→ **Work item**: Repeat the entries exactly as they are written.

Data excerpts
◆ ◆ ◆ ◆ ◆ ◆ ◆

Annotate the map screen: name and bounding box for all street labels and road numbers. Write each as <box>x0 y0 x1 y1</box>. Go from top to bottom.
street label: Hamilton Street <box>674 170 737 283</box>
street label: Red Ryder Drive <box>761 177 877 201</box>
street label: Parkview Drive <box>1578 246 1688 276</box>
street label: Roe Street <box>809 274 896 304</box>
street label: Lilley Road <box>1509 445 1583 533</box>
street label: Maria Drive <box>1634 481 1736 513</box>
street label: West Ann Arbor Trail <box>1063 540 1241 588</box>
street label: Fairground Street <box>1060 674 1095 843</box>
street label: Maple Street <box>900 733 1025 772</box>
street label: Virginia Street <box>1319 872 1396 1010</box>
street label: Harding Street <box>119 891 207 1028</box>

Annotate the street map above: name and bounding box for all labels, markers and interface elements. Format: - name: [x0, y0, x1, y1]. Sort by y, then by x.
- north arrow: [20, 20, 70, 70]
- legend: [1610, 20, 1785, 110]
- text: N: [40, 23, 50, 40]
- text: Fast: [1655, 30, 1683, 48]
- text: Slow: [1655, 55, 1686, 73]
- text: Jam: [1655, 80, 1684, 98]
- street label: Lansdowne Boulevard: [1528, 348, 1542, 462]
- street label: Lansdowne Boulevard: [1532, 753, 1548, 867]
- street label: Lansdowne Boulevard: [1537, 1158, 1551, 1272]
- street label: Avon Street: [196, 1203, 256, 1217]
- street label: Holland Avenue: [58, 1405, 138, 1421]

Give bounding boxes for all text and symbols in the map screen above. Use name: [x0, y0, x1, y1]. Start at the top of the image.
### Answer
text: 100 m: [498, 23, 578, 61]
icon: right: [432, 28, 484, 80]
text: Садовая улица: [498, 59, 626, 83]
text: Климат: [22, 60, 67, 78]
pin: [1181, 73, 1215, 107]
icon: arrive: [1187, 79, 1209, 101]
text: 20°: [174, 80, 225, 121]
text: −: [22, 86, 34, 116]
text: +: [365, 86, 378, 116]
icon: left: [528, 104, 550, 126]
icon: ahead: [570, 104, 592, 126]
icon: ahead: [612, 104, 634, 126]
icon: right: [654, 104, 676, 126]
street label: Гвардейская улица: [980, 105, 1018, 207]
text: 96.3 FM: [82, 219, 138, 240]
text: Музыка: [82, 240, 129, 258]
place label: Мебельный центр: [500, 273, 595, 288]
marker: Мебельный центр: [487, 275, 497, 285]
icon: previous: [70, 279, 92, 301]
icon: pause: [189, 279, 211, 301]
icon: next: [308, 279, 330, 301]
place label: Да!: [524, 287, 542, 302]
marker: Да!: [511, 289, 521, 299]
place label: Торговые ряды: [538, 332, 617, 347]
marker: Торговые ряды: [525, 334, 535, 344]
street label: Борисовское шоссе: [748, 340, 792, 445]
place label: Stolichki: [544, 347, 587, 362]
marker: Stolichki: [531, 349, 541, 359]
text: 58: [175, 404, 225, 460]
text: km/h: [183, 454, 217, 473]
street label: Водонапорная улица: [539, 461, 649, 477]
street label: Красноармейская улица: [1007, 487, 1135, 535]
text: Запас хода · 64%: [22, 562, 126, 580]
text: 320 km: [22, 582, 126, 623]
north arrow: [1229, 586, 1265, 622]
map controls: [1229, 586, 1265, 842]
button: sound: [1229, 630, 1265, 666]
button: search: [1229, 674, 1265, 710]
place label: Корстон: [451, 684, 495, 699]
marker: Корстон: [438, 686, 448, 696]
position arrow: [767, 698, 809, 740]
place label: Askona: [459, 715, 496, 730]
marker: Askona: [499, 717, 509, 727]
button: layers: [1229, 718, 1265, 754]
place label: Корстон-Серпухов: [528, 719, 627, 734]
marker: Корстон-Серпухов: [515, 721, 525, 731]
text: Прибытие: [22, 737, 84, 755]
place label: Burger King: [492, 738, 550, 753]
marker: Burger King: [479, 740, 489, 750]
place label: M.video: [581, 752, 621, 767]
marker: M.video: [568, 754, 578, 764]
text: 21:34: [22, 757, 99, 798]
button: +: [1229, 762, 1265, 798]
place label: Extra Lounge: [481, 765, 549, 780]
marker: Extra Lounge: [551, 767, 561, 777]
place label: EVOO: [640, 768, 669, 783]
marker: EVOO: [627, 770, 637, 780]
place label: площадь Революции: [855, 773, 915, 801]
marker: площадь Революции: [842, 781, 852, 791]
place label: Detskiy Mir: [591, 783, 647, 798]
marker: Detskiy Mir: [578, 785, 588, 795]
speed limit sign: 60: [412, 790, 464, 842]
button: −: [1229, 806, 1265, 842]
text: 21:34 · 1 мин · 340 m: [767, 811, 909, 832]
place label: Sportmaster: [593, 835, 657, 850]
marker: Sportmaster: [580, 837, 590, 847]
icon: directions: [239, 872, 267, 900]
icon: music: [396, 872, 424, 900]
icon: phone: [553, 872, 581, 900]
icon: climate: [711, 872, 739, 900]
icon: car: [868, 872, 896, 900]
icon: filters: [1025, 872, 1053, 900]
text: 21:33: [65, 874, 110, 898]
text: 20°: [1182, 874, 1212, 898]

◆ ◆ ◆ ◆ ◆ ◆ ◆

→ **Task response**:
Annotate the map screen: name and bounding box for all street labels and road numbers. Write each as <box>x0 y0 x1 y1</box>. Go from top to bottom.
street label: Hamilton Street <box>674 170 737 283</box>
street label: Red Ryder Drive <box>761 177 877 201</box>
street label: Parkview Drive <box>1578 246 1688 276</box>
street label: Roe Street <box>809 274 896 304</box>
street label: Lilley Road <box>1509 445 1583 533</box>
street label: Maria Drive <box>1634 481 1736 513</box>
street label: West Ann Arbor Trail <box>1063 540 1241 588</box>
street label: Fairground Street <box>1060 674 1095 843</box>
street label: Maple Street <box>900 733 1025 772</box>
street label: Virginia Street <box>1319 872 1396 1010</box>
street label: Harding Street <box>119 891 207 1028</box>

Annotate the street map above: name and bounding box for all labels, markers and interface elements. Format: - name: [x0, y0, x1, y1]. Sort by y, then by x.
- north arrow: [20, 20, 70, 70]
- legend: [1610, 20, 1785, 110]
- text: N: [40, 23, 50, 40]
- text: Fast: [1655, 30, 1683, 48]
- text: Slow: [1655, 55, 1686, 73]
- text: Jam: [1655, 80, 1684, 98]
- street label: Lansdowne Boulevard: [1528, 348, 1542, 462]
- street label: Lansdowne Boulevard: [1532, 753, 1548, 867]
- street label: Lansdowne Boulevard: [1537, 1158, 1551, 1272]
- street label: Avon Street: [196, 1203, 256, 1217]
- street label: Holland Avenue: [58, 1405, 138, 1421]

Give bounding boxes for all text and symbols in the map screen above. Use name: [x0, y0, x1, y1]. Start at the top of the image.
### Answer
text: 100 m: [498, 23, 578, 61]
icon: right: [432, 28, 484, 80]
text: Садовая улица: [498, 59, 626, 83]
text: Климат: [22, 60, 67, 78]
pin: [1181, 73, 1215, 107]
icon: arrive: [1187, 79, 1209, 101]
text: 20°: [174, 80, 225, 121]
text: −: [22, 86, 34, 116]
text: +: [365, 86, 378, 116]
icon: left: [528, 104, 550, 126]
icon: ahead: [570, 104, 592, 126]
icon: ahead: [612, 104, 634, 126]
icon: right: [654, 104, 676, 126]
street label: Гвардейская улица: [980, 105, 1018, 207]
text: 96.3 FM: [82, 219, 138, 240]
text: Музыка: [82, 240, 129, 258]
place label: Мебельный центр: [500, 273, 595, 288]
marker: Мебельный центр: [487, 275, 497, 285]
icon: previous: [70, 279, 92, 301]
icon: pause: [189, 279, 211, 301]
icon: next: [308, 279, 330, 301]
place label: Да!: [524, 287, 542, 302]
marker: Да!: [511, 289, 521, 299]
place label: Торговые ряды: [538, 332, 617, 347]
marker: Торговые ряды: [525, 334, 535, 344]
street label: Борисовское шоссе: [748, 340, 792, 445]
place label: Stolichki: [544, 347, 587, 362]
marker: Stolichki: [531, 349, 541, 359]
text: 58: [175, 404, 225, 460]
text: km/h: [183, 454, 217, 473]
street label: Водонапорная улица: [539, 461, 649, 477]
street label: Красноармейская улица: [1007, 487, 1135, 535]
text: Запас хода · 64%: [22, 562, 126, 580]
text: 320 km: [22, 582, 126, 623]
north arrow: [1229, 586, 1265, 622]
map controls: [1229, 586, 1265, 842]
button: sound: [1229, 630, 1265, 666]
button: search: [1229, 674, 1265, 710]
place label: Корстон: [451, 684, 495, 699]
marker: Корстон: [438, 686, 448, 696]
position arrow: [767, 698, 809, 740]
place label: Askona: [459, 715, 496, 730]
marker: Askona: [499, 717, 509, 727]
button: layers: [1229, 718, 1265, 754]
place label: Корстон-Серпухов: [528, 719, 627, 734]
marker: Корстон-Серпухов: [515, 721, 525, 731]
text: Прибытие: [22, 737, 84, 755]
place label: Burger King: [492, 738, 550, 753]
marker: Burger King: [479, 740, 489, 750]
place label: M.video: [581, 752, 621, 767]
marker: M.video: [568, 754, 578, 764]
text: 21:34: [22, 757, 99, 798]
button: +: [1229, 762, 1265, 798]
place label: Extra Lounge: [481, 765, 549, 780]
marker: Extra Lounge: [551, 767, 561, 777]
place label: EVOO: [640, 768, 669, 783]
marker: EVOO: [627, 770, 637, 780]
place label: площадь Революции: [855, 773, 915, 801]
marker: площадь Революции: [842, 781, 852, 791]
place label: Detskiy Mir: [591, 783, 647, 798]
marker: Detskiy Mir: [578, 785, 588, 795]
speed limit sign: 60: [412, 790, 464, 842]
button: −: [1229, 806, 1265, 842]
text: 21:34 · 1 мин · 340 m: [767, 811, 909, 832]
place label: Sportmaster: [593, 835, 657, 850]
marker: Sportmaster: [580, 837, 590, 847]
icon: directions: [239, 872, 267, 900]
icon: music: [396, 872, 424, 900]
icon: phone: [553, 872, 581, 900]
icon: climate: [711, 872, 739, 900]
icon: car: [868, 872, 896, 900]
icon: filters: [1025, 872, 1053, 900]
text: 21:33: [65, 874, 110, 898]
text: 20°: [1182, 874, 1212, 898]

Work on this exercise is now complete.